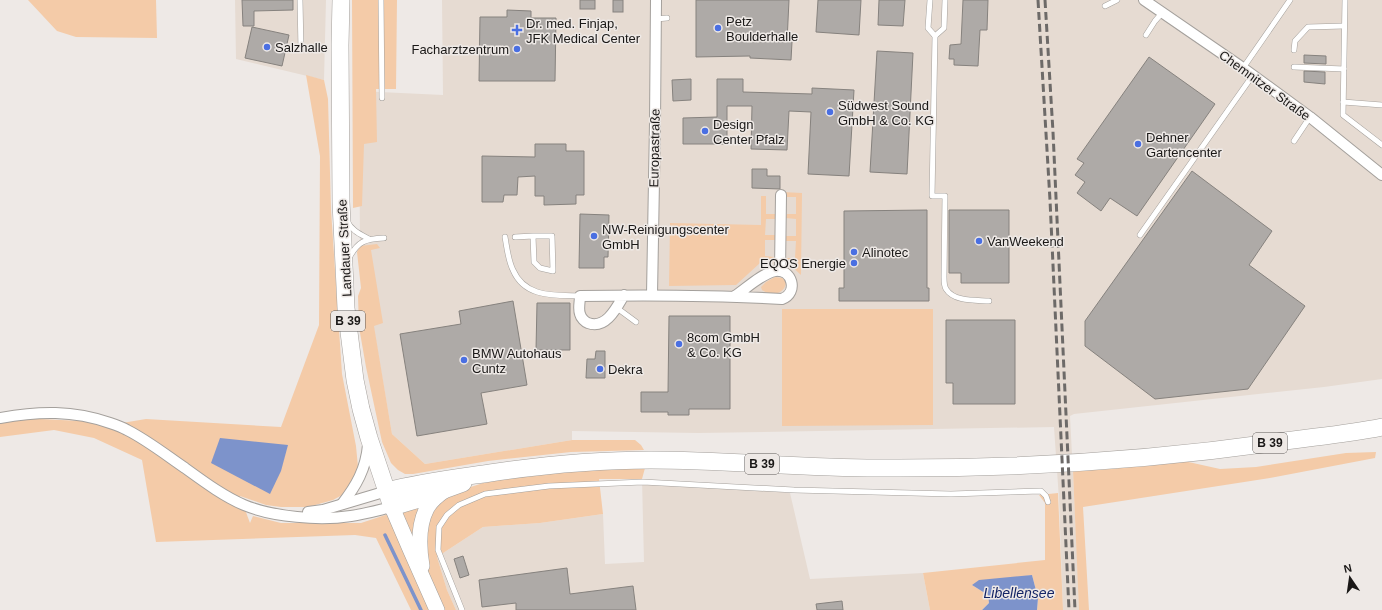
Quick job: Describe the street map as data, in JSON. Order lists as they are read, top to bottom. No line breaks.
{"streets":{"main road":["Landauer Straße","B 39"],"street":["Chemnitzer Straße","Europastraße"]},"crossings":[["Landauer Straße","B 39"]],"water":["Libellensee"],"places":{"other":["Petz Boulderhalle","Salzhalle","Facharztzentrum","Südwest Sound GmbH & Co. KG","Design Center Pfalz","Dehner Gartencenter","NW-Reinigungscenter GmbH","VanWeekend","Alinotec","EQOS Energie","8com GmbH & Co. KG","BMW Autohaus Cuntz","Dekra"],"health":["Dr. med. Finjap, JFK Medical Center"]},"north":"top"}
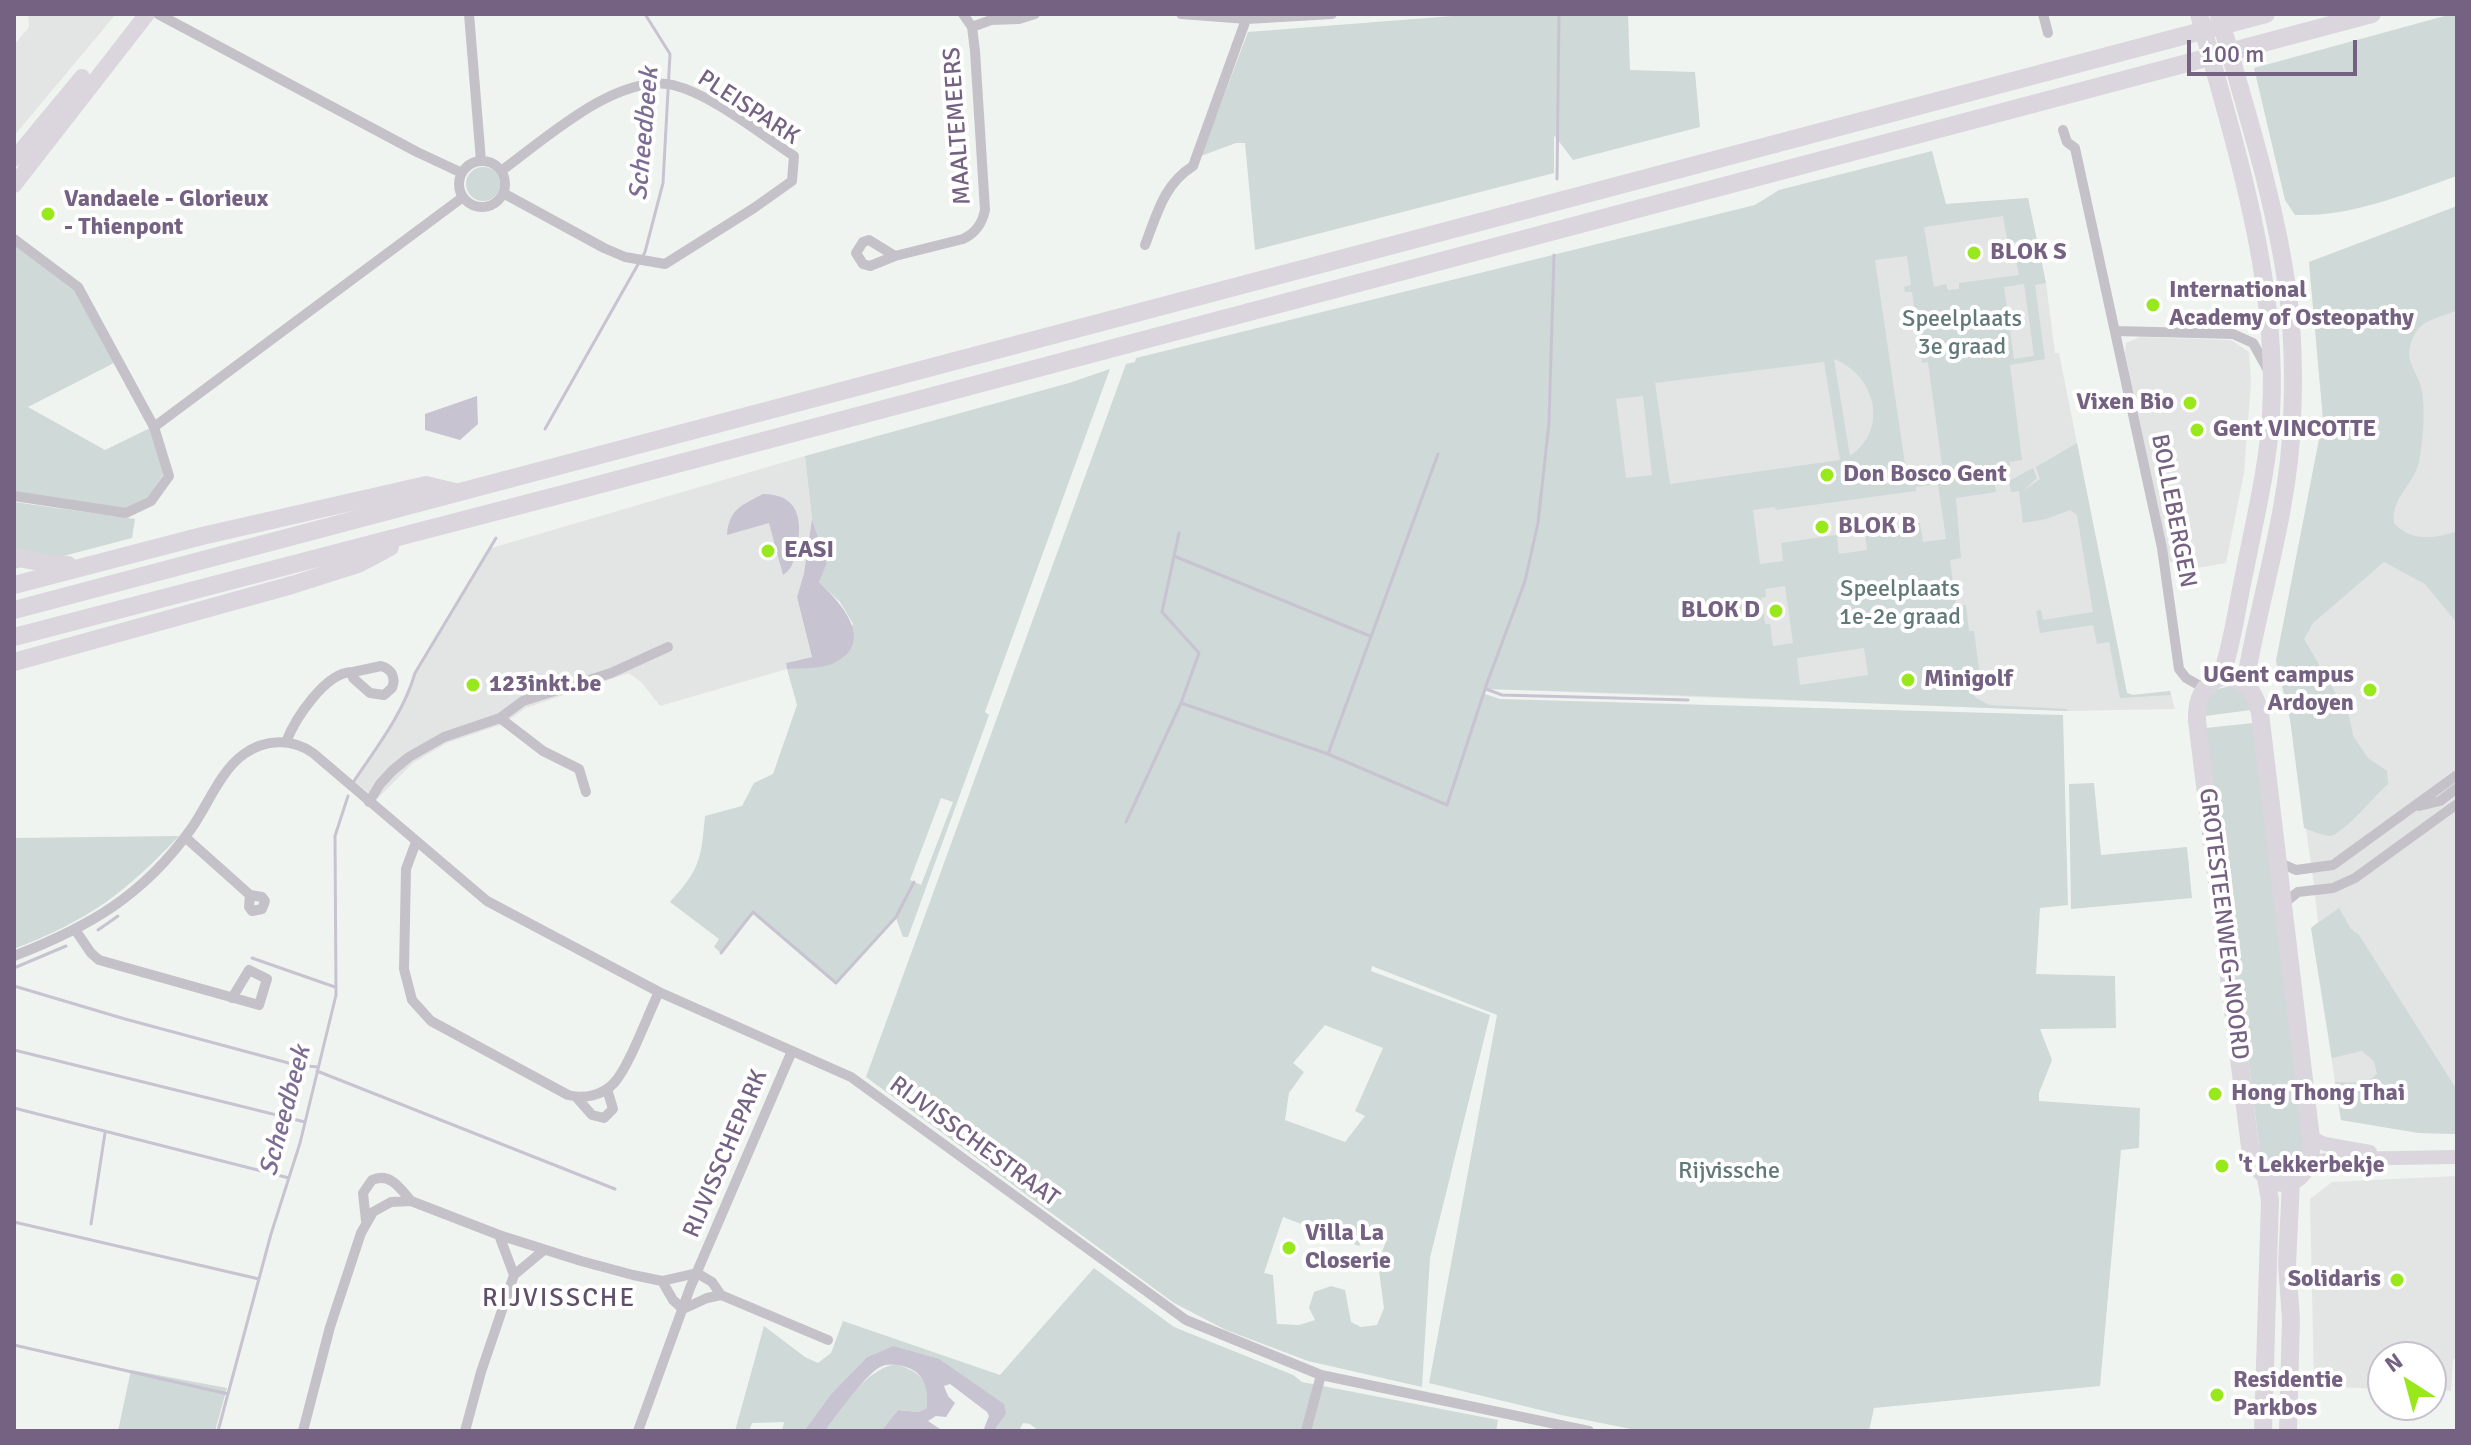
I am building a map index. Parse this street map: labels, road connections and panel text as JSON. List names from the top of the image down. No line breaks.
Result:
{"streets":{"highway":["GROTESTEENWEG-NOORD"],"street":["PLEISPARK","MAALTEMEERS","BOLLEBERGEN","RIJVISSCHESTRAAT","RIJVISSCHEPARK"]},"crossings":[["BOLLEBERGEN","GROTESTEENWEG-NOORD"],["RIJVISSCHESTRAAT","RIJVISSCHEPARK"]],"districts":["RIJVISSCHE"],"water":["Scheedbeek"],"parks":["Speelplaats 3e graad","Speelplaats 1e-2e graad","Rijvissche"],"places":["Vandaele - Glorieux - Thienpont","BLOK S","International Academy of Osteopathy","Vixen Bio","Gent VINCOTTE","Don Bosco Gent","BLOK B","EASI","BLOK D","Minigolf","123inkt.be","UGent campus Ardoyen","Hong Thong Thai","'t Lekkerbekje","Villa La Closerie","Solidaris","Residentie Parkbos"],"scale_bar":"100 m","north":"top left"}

[What is being asked]
Without including any picture, write out the material above exactly.

[Response]
Quick job: Describe the street map as data, in JSON. Order lists as they are read, top to bottom. No line breaks.
{"streets":{"main road":["Landauer Straße","B 39"],"street":["Chemnitzer Straße","Europastraße"]},"crossings":[["Landauer Straße","B 39"]],"water":["Libellensee"],"places":{"other":["Petz Boulderhalle","Salzhalle","Facharztzentrum","Südwest Sound GmbH & Co. KG","Design Center Pfalz","Dehner Gartencenter","NW-Reinigungscenter GmbH","VanWeekend","Alinotec","EQOS Energie","8com GmbH & Co. KG","BMW Autohaus Cuntz","Dekra"],"health":["Dr. med. Finjap, JFK Medical Center"]},"north":"top"}
I am building a map index. Parse this street map: labels, road connections and panel text as JSON. List names from the top of the image down. No line breaks.
Result:
{"streets":{"highway":["GROTESTEENWEG-NOORD"],"street":["PLEISPARK","MAALTEMEERS","BOLLEBERGEN","RIJVISSCHESTRAAT","RIJVISSCHEPARK"]},"crossings":[["BOLLEBERGEN","GROTESTEENWEG-NOORD"],["RIJVISSCHESTRAAT","RIJVISSCHEPARK"]],"districts":["RIJVISSCHE"],"water":["Scheedbeek"],"parks":["Speelplaats 3e graad","Speelplaats 1e-2e graad","Rijvissche"],"places":["Vandaele - Glorieux - Thienpont","BLOK S","International Academy of Osteopathy","Vixen Bio","Gent VINCOTTE","Don Bosco Gent","BLOK B","EASI","BLOK D","Minigolf","123inkt.be","UGent campus Ardoyen","Hong Thong Thai","'t Lekkerbekje","Villa La Closerie","Solidaris","Residentie Parkbos"],"scale_bar":"100 m","north":"top left"}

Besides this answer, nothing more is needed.